Sunday 10 December 2023

On SBS and streaming on SBS On Demand - Barrie Pattison welcomes BLESSED MADNESS (Carlo Verdone, Italy, 2016) and asks for more Verdone please.

Carlo Verdone, Blessed Madness

Carlo Verdone is one of those Italian star comics who occupy a large slice of that nation's cinema without us getting to them because of the subtitle barrier. Like many of his peers and, despite enormous popularity on his home turf, he is kind of peripheral to our experience of the movies. Now seventy, his whole life has been involved with film, growing up in the family of of a pioneer Cinema Academic and graduating from the Centro Sperimentale. He has a bit part in La Luna but we’ll forgive him for that. 

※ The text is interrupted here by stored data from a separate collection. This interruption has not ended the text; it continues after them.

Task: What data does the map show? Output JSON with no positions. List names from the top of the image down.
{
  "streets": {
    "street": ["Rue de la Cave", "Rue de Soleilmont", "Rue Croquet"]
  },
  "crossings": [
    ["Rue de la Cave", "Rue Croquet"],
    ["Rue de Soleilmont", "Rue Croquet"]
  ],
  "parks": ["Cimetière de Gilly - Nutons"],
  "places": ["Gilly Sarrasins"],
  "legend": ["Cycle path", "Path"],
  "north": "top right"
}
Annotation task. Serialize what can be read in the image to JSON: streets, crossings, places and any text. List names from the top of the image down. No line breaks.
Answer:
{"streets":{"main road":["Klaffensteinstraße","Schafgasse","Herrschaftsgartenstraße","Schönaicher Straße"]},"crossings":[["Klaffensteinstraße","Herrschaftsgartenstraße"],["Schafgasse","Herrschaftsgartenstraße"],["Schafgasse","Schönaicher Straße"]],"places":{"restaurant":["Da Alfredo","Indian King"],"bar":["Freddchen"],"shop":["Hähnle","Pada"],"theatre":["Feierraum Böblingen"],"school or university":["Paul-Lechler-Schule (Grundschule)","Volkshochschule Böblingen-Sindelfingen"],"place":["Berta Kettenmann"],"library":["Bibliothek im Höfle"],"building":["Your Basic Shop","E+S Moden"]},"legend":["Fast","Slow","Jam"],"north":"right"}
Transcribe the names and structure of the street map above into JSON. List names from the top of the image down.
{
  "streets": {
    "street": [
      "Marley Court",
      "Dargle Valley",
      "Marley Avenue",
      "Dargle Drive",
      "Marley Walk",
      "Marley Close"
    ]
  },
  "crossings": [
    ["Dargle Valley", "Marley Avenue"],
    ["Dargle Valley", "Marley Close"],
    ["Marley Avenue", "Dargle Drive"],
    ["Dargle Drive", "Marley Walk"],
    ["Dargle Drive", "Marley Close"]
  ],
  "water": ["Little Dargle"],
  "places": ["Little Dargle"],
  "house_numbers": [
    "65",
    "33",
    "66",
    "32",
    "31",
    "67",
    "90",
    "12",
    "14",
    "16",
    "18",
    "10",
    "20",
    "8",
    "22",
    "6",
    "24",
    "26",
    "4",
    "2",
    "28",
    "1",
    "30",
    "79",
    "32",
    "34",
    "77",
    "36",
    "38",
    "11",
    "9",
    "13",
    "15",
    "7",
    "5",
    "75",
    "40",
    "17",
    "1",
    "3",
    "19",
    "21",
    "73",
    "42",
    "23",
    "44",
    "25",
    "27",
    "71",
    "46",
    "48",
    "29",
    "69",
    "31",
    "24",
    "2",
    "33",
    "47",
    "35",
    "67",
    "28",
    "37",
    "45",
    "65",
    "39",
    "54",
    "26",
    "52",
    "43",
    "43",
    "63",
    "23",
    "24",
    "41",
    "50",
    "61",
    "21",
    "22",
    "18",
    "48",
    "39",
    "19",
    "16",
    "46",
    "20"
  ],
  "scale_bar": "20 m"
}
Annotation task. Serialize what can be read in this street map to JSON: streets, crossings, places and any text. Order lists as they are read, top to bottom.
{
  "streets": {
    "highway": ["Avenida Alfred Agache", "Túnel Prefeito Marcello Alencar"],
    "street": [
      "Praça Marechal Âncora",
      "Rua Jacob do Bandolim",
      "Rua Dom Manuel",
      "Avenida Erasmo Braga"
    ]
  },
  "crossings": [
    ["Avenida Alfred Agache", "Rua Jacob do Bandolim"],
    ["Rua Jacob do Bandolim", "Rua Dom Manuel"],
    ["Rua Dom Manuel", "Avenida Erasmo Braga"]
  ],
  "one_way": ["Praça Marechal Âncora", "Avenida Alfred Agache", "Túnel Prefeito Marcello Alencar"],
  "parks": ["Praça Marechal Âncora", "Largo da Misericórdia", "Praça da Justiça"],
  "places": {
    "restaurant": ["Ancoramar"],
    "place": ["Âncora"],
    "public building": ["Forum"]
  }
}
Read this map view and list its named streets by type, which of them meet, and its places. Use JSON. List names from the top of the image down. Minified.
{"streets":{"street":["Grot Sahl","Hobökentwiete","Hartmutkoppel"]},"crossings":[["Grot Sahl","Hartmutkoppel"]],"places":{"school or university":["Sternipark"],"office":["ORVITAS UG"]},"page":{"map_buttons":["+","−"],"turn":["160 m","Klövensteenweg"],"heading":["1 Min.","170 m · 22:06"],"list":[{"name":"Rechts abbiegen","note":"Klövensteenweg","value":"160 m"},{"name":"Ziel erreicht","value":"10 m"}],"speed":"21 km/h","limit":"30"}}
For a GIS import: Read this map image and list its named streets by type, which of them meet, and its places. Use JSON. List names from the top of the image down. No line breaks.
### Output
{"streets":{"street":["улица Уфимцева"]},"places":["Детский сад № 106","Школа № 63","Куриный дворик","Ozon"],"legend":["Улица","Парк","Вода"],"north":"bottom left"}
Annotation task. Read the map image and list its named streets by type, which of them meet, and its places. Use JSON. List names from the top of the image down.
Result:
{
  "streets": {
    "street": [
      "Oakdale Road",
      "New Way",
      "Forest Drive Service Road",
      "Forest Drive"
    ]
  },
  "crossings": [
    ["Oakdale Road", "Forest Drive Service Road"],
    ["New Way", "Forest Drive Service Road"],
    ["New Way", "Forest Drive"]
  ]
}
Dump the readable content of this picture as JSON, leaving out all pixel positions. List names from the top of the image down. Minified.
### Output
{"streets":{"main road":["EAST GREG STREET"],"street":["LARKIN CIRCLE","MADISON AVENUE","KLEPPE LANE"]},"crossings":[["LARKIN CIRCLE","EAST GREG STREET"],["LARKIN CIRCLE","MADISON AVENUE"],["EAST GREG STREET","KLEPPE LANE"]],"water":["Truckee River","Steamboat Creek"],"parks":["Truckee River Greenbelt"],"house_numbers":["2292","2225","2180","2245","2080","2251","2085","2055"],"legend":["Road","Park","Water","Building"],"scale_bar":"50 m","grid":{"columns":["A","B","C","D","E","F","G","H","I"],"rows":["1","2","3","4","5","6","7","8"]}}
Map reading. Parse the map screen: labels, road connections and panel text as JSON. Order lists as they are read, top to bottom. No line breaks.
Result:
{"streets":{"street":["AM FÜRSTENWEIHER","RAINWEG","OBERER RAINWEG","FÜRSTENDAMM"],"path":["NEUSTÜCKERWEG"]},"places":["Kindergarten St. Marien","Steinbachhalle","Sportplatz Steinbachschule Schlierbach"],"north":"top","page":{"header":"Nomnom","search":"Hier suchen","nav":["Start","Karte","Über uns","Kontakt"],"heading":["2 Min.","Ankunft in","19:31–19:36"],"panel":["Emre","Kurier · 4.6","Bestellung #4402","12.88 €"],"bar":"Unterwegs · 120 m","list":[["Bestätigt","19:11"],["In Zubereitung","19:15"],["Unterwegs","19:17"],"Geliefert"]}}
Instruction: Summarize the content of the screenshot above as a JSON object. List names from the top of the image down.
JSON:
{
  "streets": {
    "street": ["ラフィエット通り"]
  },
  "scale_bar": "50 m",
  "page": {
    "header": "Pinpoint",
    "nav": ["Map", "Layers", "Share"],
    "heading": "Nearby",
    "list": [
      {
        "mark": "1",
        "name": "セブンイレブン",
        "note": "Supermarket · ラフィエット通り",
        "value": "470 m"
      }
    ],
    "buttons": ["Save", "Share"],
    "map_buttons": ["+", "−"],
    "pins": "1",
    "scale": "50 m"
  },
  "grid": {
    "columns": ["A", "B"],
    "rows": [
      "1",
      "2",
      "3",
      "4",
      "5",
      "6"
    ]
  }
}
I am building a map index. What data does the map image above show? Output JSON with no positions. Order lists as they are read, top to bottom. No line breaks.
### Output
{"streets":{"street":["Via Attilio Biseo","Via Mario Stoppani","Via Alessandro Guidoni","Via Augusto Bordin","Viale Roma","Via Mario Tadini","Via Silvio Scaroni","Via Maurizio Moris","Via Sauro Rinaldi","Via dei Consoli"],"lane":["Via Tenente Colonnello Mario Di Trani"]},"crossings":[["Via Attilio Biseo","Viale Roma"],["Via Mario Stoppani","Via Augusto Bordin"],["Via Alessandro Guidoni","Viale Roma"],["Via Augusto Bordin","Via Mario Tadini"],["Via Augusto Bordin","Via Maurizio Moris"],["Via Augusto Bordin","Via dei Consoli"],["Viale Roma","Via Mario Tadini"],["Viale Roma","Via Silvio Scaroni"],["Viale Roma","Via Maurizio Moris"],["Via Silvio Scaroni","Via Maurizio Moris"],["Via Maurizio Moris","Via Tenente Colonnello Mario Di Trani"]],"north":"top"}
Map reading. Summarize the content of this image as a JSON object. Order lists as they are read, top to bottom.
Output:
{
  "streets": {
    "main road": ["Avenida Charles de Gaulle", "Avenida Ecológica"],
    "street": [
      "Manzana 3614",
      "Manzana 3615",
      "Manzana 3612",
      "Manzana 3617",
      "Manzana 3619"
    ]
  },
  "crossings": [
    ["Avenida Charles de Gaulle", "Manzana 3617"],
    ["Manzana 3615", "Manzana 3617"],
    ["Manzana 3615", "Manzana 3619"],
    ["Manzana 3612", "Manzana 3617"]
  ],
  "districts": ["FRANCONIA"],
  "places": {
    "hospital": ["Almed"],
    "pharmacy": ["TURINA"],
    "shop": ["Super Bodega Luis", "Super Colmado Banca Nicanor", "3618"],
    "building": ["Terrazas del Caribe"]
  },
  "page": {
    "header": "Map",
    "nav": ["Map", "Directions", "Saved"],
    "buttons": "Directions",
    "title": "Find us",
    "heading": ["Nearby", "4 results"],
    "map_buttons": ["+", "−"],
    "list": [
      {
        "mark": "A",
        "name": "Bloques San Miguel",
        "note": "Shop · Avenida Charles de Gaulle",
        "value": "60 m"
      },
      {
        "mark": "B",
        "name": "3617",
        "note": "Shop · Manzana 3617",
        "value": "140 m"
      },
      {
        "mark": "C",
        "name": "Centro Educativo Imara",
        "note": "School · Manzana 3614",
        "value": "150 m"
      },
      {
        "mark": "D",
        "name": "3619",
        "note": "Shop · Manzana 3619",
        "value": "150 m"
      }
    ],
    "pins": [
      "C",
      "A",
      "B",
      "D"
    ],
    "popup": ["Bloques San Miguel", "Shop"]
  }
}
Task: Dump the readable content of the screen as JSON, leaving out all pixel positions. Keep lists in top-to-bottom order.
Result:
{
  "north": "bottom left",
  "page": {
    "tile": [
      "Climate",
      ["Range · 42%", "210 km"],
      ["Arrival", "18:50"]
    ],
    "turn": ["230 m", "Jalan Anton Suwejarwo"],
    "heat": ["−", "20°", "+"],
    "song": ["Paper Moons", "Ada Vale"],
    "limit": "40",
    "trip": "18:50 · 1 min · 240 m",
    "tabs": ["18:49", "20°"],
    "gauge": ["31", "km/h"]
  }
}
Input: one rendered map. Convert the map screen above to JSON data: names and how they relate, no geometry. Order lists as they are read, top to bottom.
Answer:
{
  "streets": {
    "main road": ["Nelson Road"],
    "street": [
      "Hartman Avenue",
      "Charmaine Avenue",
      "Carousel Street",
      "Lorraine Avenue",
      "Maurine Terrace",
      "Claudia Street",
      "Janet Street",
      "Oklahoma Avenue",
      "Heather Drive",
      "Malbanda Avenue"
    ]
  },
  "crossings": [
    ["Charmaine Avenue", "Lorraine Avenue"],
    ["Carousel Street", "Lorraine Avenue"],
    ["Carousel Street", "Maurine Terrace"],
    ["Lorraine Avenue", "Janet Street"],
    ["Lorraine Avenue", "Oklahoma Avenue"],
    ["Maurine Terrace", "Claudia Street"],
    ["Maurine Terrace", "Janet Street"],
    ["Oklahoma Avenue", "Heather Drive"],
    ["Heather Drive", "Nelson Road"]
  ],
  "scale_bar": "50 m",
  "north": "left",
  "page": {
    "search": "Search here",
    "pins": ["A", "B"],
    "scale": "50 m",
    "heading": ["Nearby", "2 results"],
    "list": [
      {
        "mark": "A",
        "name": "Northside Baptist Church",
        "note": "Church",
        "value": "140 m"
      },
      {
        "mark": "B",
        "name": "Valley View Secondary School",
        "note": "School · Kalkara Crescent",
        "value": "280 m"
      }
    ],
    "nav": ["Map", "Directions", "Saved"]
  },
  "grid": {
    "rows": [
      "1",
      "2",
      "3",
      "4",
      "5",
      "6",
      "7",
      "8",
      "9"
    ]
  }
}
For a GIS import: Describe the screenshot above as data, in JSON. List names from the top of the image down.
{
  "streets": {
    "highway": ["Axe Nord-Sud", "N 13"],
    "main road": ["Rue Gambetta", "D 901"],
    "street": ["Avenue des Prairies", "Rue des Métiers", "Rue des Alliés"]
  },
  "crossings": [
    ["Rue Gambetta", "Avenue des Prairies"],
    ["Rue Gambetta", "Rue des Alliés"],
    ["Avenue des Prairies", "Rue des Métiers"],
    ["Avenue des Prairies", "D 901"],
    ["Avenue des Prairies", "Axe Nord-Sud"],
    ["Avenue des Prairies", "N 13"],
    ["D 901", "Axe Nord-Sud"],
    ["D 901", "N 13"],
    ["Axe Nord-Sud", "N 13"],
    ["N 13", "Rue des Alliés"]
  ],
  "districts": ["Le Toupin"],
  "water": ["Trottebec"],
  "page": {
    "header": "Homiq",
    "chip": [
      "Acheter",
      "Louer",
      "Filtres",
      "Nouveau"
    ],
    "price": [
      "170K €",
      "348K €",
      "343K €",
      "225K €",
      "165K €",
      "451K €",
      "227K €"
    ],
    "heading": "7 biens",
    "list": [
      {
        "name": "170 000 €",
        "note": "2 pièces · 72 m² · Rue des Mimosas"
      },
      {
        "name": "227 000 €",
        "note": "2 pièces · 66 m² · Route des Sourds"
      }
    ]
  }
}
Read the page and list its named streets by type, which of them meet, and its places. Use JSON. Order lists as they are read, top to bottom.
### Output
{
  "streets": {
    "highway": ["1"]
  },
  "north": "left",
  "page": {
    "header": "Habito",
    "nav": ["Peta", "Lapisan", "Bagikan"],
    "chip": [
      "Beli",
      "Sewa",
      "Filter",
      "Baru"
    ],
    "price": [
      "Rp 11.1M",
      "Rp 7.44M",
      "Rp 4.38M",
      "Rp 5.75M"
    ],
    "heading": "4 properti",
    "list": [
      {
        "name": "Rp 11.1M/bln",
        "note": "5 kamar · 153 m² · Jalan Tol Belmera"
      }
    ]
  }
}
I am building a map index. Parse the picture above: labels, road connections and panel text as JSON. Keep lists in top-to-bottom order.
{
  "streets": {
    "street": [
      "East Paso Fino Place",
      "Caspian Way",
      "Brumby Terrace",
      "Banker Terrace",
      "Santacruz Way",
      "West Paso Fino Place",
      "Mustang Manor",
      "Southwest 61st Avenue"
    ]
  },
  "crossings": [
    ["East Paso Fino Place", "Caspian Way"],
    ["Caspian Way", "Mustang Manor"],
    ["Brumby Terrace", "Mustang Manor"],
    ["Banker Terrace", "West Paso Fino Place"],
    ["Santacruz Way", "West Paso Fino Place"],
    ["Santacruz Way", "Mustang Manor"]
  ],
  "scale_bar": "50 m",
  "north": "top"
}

I’ve been on Verdone’s case for forty years now, taking every opportunity to watch him and I have a small pile of his DVDs on my Italian shelf but I still don’t have a clear knowledge of his career or his development. He’s less well defined than Adriano Celantano or his mentor Alberto Sordi.

SBS played a nice ‘scope copy of Verdone’s 2018 Benedetta follia /Blessed Madness, which he directed, in their current cycle of Italian movies. It's now on SBS on demand where it will be for the next couple of months. It is a welcome up-date on his activities, a handsomely filmed Verdone vehicle, where our senior citizen lead suddenly finds himself adrift when wife of decades Lucrezia Lante della Rovere (Quantum of Silence) leaves him for the woman shop assistant from his Catholic Regalia store – jokes about fitting the Cardinal who has put on too much weight for his scarlet robe. We’ve been here before with Pupi Avati’s so nice 2003 Il cuore altrove.

Ilenia Pastorelli, Carlo Verdone, Blessed Madness

Carlo’s filled the store vacancy with a trainee nun but she can’t start for a month. At this point skimpily dressed twenty something Ilenia Pastorelli shows up desperate for work and, when Carlo has to leave the shop for a moment, she impresses him by managing to sell the life size Mother Teresa he’s been trying to shift for years. Ilenia gets to fill the temporary vacancy. 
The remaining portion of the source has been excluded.